## Goal of the exercise:
Write out only the lines running from the one that contains "<h2>5 min<small>Walk · 340 m</small></h2>" to the end of the material, both ends included.

***

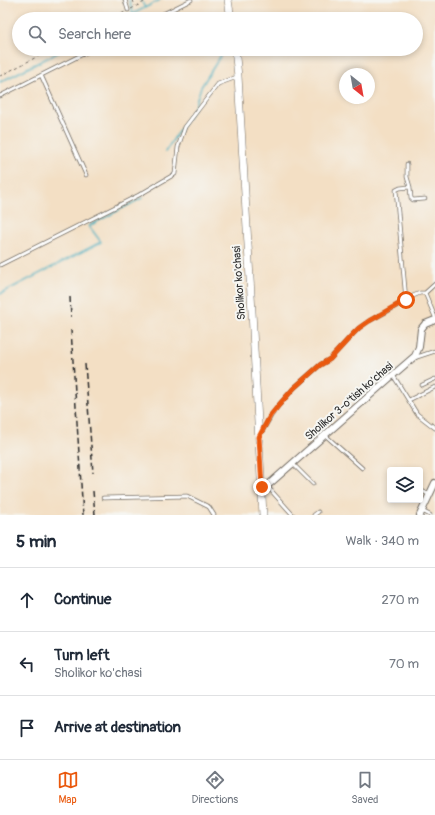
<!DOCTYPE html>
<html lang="en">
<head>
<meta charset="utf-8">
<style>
	:root { --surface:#fff; --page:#f6f6f7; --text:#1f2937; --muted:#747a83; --line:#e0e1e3; --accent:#ea580c }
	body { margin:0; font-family:Pangolin,sans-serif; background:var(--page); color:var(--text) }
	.controls { position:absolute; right:12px; bottom:12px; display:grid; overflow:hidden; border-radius:4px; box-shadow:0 2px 6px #0003 }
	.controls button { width:36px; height:36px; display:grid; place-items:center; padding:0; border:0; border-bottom:1px solid var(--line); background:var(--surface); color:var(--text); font:20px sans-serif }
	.compass { position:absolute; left:339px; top:68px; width:36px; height:36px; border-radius:50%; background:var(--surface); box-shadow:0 2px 6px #0003; rotate:149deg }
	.stop { position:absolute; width:12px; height:12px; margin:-9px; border:3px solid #ea580c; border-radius:50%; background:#fff }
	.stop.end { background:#ea580c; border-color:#fff; box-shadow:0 1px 4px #0008 }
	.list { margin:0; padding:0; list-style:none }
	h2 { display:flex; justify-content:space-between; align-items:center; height:52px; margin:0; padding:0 16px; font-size:17px }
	h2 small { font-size:13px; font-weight:400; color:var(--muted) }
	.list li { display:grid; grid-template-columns:26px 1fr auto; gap:12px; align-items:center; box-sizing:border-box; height:64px; padding:0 16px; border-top:1px solid var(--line) }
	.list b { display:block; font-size:15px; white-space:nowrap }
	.list p { margin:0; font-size:13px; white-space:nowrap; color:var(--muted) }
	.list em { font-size:13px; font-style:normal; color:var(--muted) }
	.icon { flex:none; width:22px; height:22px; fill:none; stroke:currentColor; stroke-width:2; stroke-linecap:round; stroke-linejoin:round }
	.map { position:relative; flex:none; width:435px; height:515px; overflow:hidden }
	.search { position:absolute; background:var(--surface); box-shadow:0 2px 6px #0003; left:12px; right:12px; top:12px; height:44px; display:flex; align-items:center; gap:10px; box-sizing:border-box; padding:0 14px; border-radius:22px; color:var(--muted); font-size:15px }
	.sheet { height:244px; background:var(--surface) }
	nav { display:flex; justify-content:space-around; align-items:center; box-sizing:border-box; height:56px; border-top:1px solid var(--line); background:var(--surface); font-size:11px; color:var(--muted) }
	nav a { display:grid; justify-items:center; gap:2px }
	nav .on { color:var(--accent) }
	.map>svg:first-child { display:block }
</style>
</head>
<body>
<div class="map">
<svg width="435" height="515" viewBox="0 0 435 515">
	<rect width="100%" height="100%" fill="#f6f6f2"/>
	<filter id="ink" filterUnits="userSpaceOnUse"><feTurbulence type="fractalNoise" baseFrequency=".025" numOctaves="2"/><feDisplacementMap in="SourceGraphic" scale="8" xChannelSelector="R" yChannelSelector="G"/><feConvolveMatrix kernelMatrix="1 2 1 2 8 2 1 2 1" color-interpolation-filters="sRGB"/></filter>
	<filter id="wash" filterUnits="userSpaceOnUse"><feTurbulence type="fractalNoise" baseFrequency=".012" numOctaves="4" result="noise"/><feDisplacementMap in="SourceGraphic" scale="16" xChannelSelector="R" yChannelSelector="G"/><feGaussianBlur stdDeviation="0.9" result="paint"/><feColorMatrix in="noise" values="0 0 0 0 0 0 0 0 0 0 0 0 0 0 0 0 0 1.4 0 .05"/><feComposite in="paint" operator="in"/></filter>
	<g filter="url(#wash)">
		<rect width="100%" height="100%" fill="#f3dfc4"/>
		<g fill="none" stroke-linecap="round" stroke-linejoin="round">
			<!-- stream -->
			<path stroke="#3facbe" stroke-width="1.5" d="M129,0L133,14
				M141,0L145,8
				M123,19L160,0
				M0,82L65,49
				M165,152L194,108L201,87L223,52
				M0,294L101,242L89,226L142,198"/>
		</g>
	</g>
	<g filter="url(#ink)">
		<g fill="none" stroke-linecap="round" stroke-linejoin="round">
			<defs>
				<path id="service" d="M125,0L128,10
					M153,19L191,0
					M41,75L86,175
					M0,96L93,49
					M407,164V177L410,187
					M0,265L139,195L175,174L178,147L185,127L218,84L237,77
					M435,284L425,293L435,317
					M406,300L396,190L400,188L410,187L411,198L413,200L425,199
					M414,358L435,351
					M393,375L417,414L435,428
					M422,385L435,379
					M409,400L435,387
					M261,433L271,416L279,405L294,388L320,365L330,359L353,334L359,328L369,321L386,312L413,296L420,293H425
					M325,435L362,468
					M293,464L313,484
					M267,486L293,515
					M420,490L430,495
					M103,498L187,496L209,507L214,515
					M422,511L430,515
					M314,515L318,512"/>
				<path id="minor" d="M262,487L267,486L393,375L415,356L419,347L421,329L425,324L435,320
					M420,515L435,483"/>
				<path id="tertiary" d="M228,0L231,19
					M235,49L238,76L252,312L263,515"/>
			</defs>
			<!-- service casing -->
			<use href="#service" stroke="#716a61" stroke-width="4.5"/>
			<!-- minor casing -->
			<use href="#minor" stroke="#716a61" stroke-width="8"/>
			<!-- tertiary casing -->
			<use href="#tertiary" stroke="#716a61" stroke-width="8"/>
			<!-- path -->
			<path stroke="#716a61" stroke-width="1" stroke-dasharray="3 3" stroke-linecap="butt" d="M133,0L135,6
				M131,9L148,0
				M111,19L125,12
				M0,76L52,49"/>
			<!-- service -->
			<use href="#service" stroke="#fff" stroke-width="3"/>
			<!-- minor -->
			<use href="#minor" stroke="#fff" stroke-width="6"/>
			<!-- tertiary -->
			<use href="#tertiary" stroke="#fff" stroke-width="7"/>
			<!-- rail -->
			<path stroke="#2b2b2b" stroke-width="1.5" stroke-dasharray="6 3" stroke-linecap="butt" d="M70,297L71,317
				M71,330L83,515
				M85,364L93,473
				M93,491L95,515"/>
		</g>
	</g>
	<g fill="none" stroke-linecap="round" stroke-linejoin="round" filter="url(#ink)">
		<!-- route -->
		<path stroke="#ea580c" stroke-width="5" d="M262,487L259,437L270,416L279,405L294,388L320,365L330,359L353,334L359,328L369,321L406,300"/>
	</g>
	<g text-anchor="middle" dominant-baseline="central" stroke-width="4" stroke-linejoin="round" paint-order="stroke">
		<!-- street labels -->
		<g font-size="11" fill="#2b2b2b" stroke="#f6f6f2">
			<text transform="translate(239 283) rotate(-94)">Sholikor ko'chasi</text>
			<text transform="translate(349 401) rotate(-41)">Sholikor 3-o'tish ko'chasi</text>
		</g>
	</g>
</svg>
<div class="controls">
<button><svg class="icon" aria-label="layers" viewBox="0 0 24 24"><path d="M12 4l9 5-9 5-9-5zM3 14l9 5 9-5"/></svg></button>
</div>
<svg class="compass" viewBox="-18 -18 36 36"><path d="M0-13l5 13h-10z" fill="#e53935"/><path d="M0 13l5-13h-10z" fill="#747a83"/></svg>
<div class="stop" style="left:406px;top:300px"></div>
<div class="stop end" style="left:262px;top:487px"></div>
<div class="search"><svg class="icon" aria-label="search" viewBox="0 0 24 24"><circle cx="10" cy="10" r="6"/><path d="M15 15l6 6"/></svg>Search here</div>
</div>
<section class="sheet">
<h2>5 min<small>Walk · 340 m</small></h2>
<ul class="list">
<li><svg class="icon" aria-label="ahead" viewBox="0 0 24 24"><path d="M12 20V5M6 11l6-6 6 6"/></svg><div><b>Continue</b></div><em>270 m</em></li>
<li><svg class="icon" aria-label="left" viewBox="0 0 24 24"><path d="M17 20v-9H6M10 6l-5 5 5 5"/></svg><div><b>Turn left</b><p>Sholikor ko'chasi</p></div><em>70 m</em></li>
<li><svg class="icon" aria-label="arrive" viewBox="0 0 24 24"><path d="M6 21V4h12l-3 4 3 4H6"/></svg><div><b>Arrive at destination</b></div></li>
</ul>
</section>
<nav>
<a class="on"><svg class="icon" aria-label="map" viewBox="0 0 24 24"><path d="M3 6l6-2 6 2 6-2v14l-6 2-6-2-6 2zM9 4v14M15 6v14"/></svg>Map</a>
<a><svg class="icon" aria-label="directions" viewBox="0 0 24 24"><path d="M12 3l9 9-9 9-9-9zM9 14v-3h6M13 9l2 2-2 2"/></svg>Directions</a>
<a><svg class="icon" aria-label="saved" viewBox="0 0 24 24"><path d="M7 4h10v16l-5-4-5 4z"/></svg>Saved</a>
</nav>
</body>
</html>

***

## Result of the exercise:
<h2>5 min<small>Walk · 340 m</small></h2>
<ul class="list">
<li><svg class="icon" aria-label="ahead" viewBox="0 0 24 24"><path d="M12 20V5M6 11l6-6 6 6"/></svg><div><b>Continue</b></div><em>270 m</em></li>
<li><svg class="icon" aria-label="left" viewBox="0 0 24 24"><path d="M17 20v-9H6M10 6l-5 5 5 5"/></svg><div><b>Turn left</b><p>Sholikor ko'chasi</p></div><em>70 m</em></li>
<li><svg class="icon" aria-label="arrive" viewBox="0 0 24 24"><path d="M6 21V4h12l-3 4 3 4H6"/></svg><div><b>Arrive at destination</b></div></li>
</ul>
</section>
<nav>
<a class="on"><svg class="icon" aria-label="map" viewBox="0 0 24 24"><path d="M3 6l6-2 6 2 6-2v14l-6 2-6-2-6 2zM9 4v14M15 6v14"/></svg>Map</a>
<a><svg class="icon" aria-label="directions" viewBox="0 0 24 24"><path d="M12 3l9 9-9 9-9-9zM9 14v-3h6M13 9l2 2-2 2"/></svg>Directions</a>
<a><svg class="icon" aria-label="saved" viewBox="0 0 24 24"><path d="M7 4h10v16l-5-4-5 4z"/></svg>Saved</a>
</nav>
</body>
</html>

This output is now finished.